International Growth Was Slow, And May Remain So

Johnson & Johnson’s international growth has suffered over the last year primarily due to a slowdown in Europe. The situation remained the same in Q4 2014. The company’s international revenues declined by 6.7% in the fourth quarter reflecting the impact of divestitures in the medical devices business and the strengthening of U.S. dollar against most currencies. This may continue to be the case for the full year and weigh on Johnson & Johnson’s sales. Additionally, the possibility of austerity measures could further hamper pharmaceutical sales growth, unless ECB’s quantitative easing plan re-ignites the economy.

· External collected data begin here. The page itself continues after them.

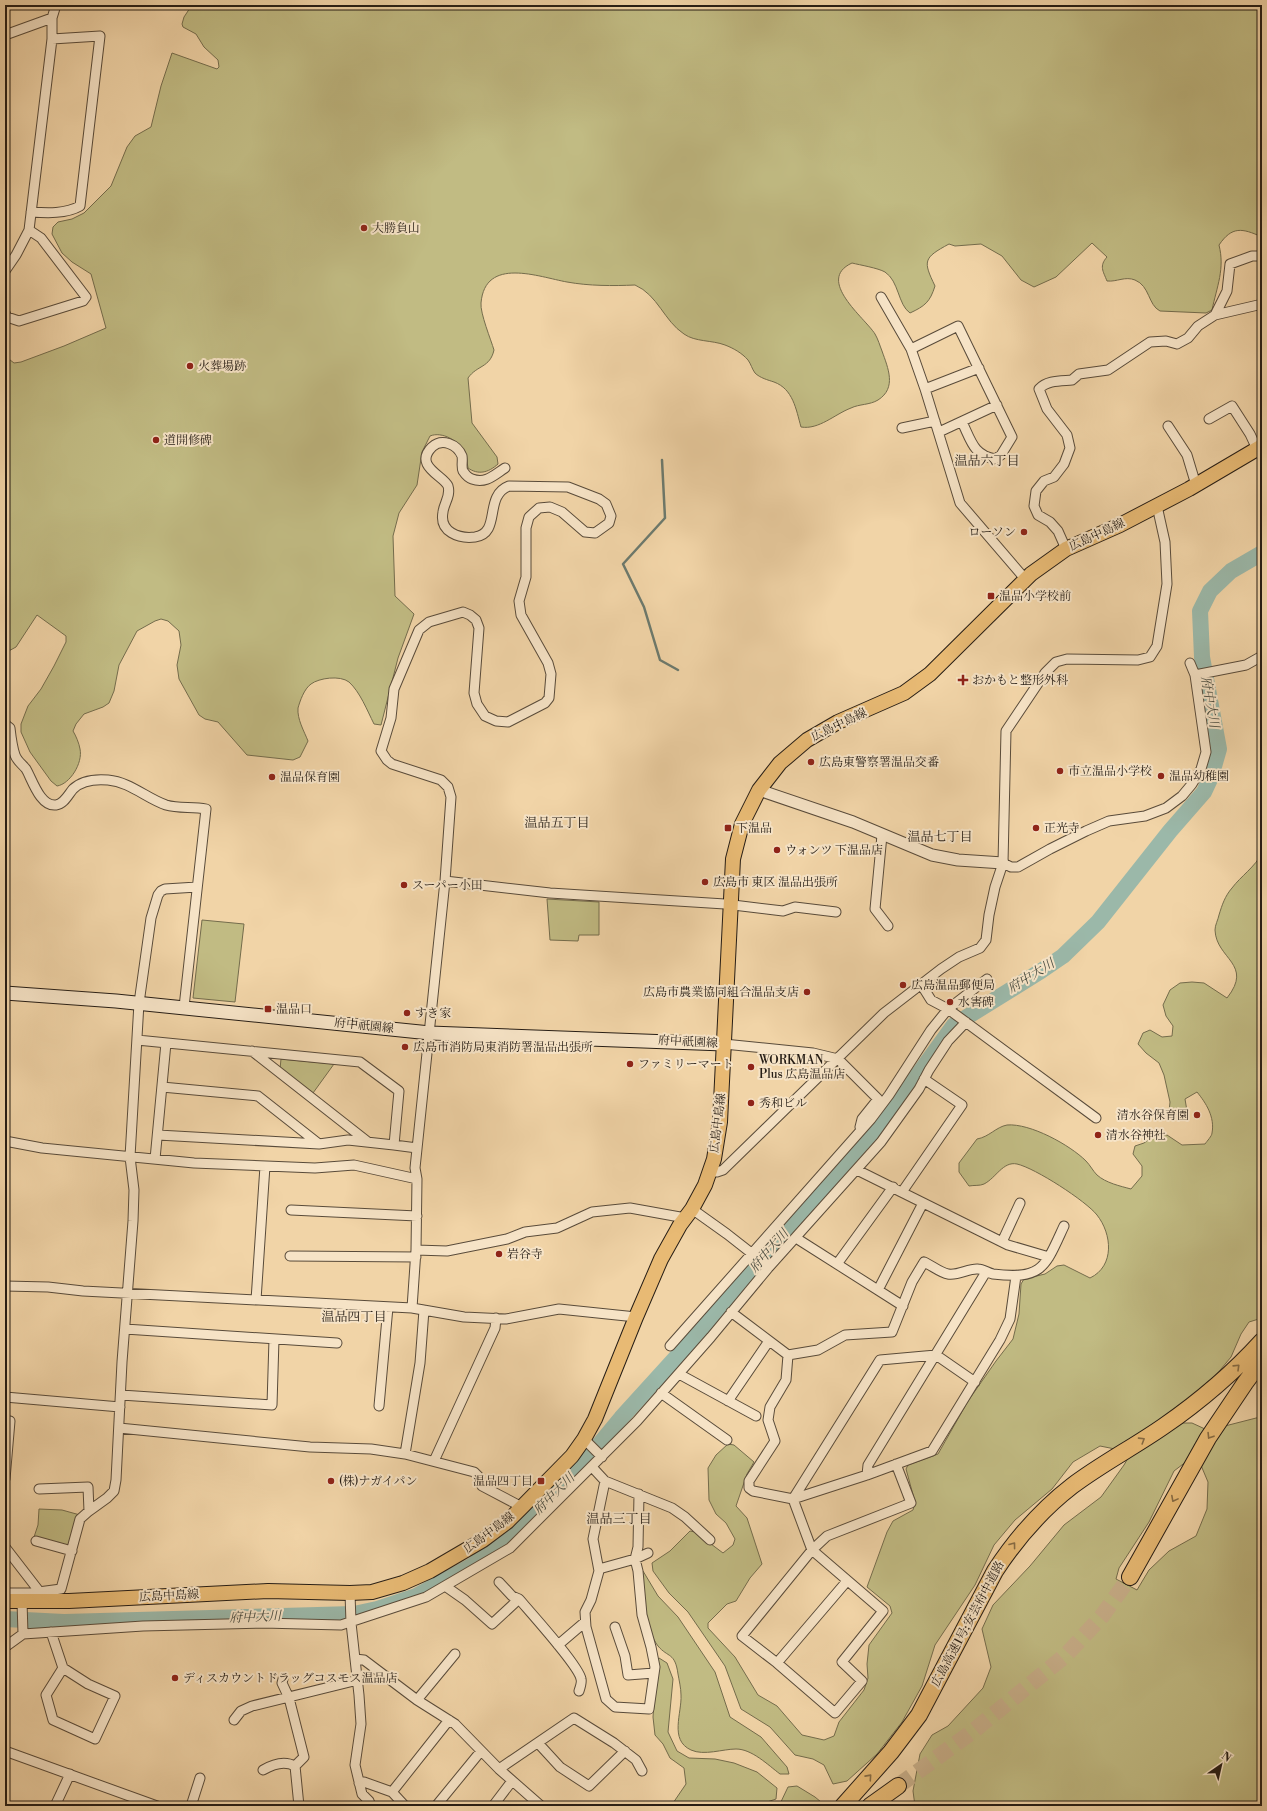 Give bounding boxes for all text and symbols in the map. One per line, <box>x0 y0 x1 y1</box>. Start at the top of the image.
place label: 大勝負山 <box>372 221 420 236</box>
marker: 大勝負山 <box>359 223 369 233</box>
place label: 火葬場跡 <box>198 359 246 374</box>
marker: 火葬場跡 <box>185 361 195 371</box>
place label: 道開修碑 <box>164 433 212 448</box>
marker: 道開修碑 <box>151 435 161 445</box>
district label: 温品六丁目 <box>954 453 1020 469</box>
street label: 広島中島線 <box>1067 516 1127 554</box>
place label: ローソン <box>968 525 1016 540</box>
marker: ローソン <box>1019 527 1029 537</box>
place label: 温品小学校前 <box>999 589 1071 604</box>
marker: 温品小学校前 <box>986 591 996 601</box>
place label: おかもと整形外科 <box>972 673 1068 688</box>
marker: おかもと整形外科 <box>957 674 969 686</box>
water label: 府中大川 <box>1198 675 1223 731</box>
street label: 広島中島線 <box>809 705 869 745</box>
place label: 広島東警察署温品交番 <box>819 755 939 770</box>
marker: 広島東警察署温品交番 <box>806 757 816 767</box>
place label: 市立温品小学校 <box>1068 764 1152 779</box>
marker: 市立温品小学校 <box>1055 766 1065 776</box>
place label: 温品幼稚園 <box>1169 769 1229 784</box>
place label: 温品保育園 <box>280 770 340 785</box>
marker: 温品幼稚園 <box>1156 771 1166 781</box>
marker: 温品保育園 <box>267 772 277 782</box>
district label: 温品五丁目 <box>524 815 590 831</box>
place label: 下温品 <box>736 821 772 836</box>
place label: 正光寺 <box>1044 821 1080 836</box>
marker: 下温品 <box>723 823 733 833</box>
marker: 正光寺 <box>1031 823 1041 833</box>
district label: 温品七丁目 <box>907 829 973 845</box>
place label: ウォンツ 下温品店 <box>785 843 883 858</box>
marker: ウォンツ 下温品店 <box>772 845 782 855</box>
place label: 広島市 東区 温品出張所 <box>713 875 838 890</box>
marker: 広島市 東区 温品出張所 <box>700 877 710 887</box>
place label: スーパー小田 <box>412 878 483 893</box>
marker: スーパー小田 <box>399 880 409 890</box>
water label: 府中大川 <box>1005 954 1059 997</box>
place label: 広島温品郵便局 <box>911 978 995 993</box>
marker: 広島温品郵便局 <box>898 980 908 990</box>
place label: 広島市農業協同組合温品支店 <box>643 985 799 1000</box>
marker: 広島市農業協同組合温品支店 <box>802 987 812 997</box>
place label: 水害碑 <box>958 995 994 1010</box>
marker: 水害碑 <box>945 997 955 1007</box>
place label: 温品口 <box>276 1002 312 1017</box>
marker: 温品口 <box>263 1004 273 1014</box>
place label: すき家 <box>415 1006 451 1021</box>
marker: すき家 <box>402 1008 412 1018</box>
street label: 府中祇園線 <box>333 1015 395 1037</box>
street label: 府中祇園線 <box>658 1033 718 1051</box>
place label: 広島市消防局東消防署温品出張所 <box>413 1040 593 1055</box>
marker: 広島市消防局東消防署温品出張所 <box>400 1042 410 1052</box>
place label: WORKMAN Plus 広島温品店 <box>758 1053 845 1082</box>
place label: ファミリーマート <box>638 1057 734 1072</box>
marker: ファミリーマート <box>625 1059 635 1069</box>
marker: WORKMAN Plus 広島温品店 <box>746 1062 756 1072</box>
street label: 広島中島線 <box>707 1092 729 1154</box>
place label: 秀和ビル <box>759 1096 807 1111</box>
marker: 秀和ビル <box>746 1098 756 1108</box>
place label: 清水谷保育園 <box>1117 1108 1189 1123</box>
marker: 清水谷保育園 <box>1192 1110 1202 1120</box>
place label: 清水谷神社 <box>1106 1128 1166 1143</box>
marker: 清水谷神社 <box>1093 1130 1103 1140</box>
water label: 府中大川 <box>746 1225 793 1276</box>
place label: 岩谷寺 <box>507 1247 543 1262</box>
marker: 岩谷寺 <box>494 1249 504 1259</box>
district label: 温品四丁目 <box>321 1309 387 1325</box>
one-way arrow <box>1232 1364 1240 1372</box>
one-way arrow <box>1207 1432 1214 1439</box>
one-way arrow <box>1138 1437 1145 1445</box>
water label: 府中大川 <box>530 1469 579 1518</box>
place label: (株)ナガイパン <box>339 1474 418 1489</box>
place label: 温品四丁目 <box>473 1474 533 1489</box>
marker: (株)ナガイパン <box>326 1476 336 1486</box>
marker: 温品四丁目 <box>536 1476 546 1486</box>
one-way arrow <box>1172 1495 1179 1502</box>
street label: 広島中島線 <box>461 1509 517 1557</box>
district label: 温品三丁目 <box>586 1511 652 1527</box>
one-way arrow <box>1008 1543 1015 1550</box>
street label: 広島高速1号;安芸府中道路 <box>928 1558 1008 1690</box>
street label: 広島中島線 <box>139 1587 199 1605</box>
water label: 府中大川 <box>229 1608 283 1626</box>
place label: ディスカウントドラッグコスモス温品店 <box>183 1671 398 1686</box>
marker: ディスカウントドラッグコスモス温品店 <box>170 1673 180 1683</box>
north arrow <box>1201 1745 1241 1785</box>
text: N <box>1219 1749 1234 1766</box>
one-way arrow <box>864 1775 871 1782</box>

Besides the economic slowdown, the competition for some drugs is affecting Johnson & Johnson’s international growth. Zytiga, an oncology drug, is seeing strong growth but there is a new potent rival Xtandi, which was approved for the treatment of chemo-naive patients suffering from prostate cancer in September 2014. The drug was previously being administered to those who had already received some form of chemotherapy, and thus did not directly compete with Zytiga. Considering Xtandi’s impressive trial results, Johnson & Johnson’s fastest growing cancer drug could lose its steam. This was visible in the fourth quarter when the drug’s revenue growth stood at 26% as compared to 33% for the full year (excluding the impact of exchange rates). Additionally, J&J’s biggest drug Remicade is expected to lose patent protection in Europe in 2015. Remicade accounts for roughly 25% of J&J’s pharmaceutical revenues.

Olysio’s Sales Dropped Massively Sequentially Amid Higher Competition

The trend in Olysio’s sales once again disappointed investors. The drug was supposed to be the new hope for Johnson & Johnson’s pharmaceutical segment amid growing competitive pressure, but the results from the last two quarters suggest otherwise. The company received the approval for its this Hepatitis C drug in the U.S. in November 2013 and in Europe in May 2014. [1] Olysio’s sales doubled sequentially in the second quarter of 2014, amounting to $831 million. However the sales slightly declined sequentially in the third quarter. In Q4 2014, the figure dropped substantially amounting to just $321 million. Overall, this year is not looking too good for the company’s pharmaceutical business when compared to last year, and the pressure on topline is only going to intensify.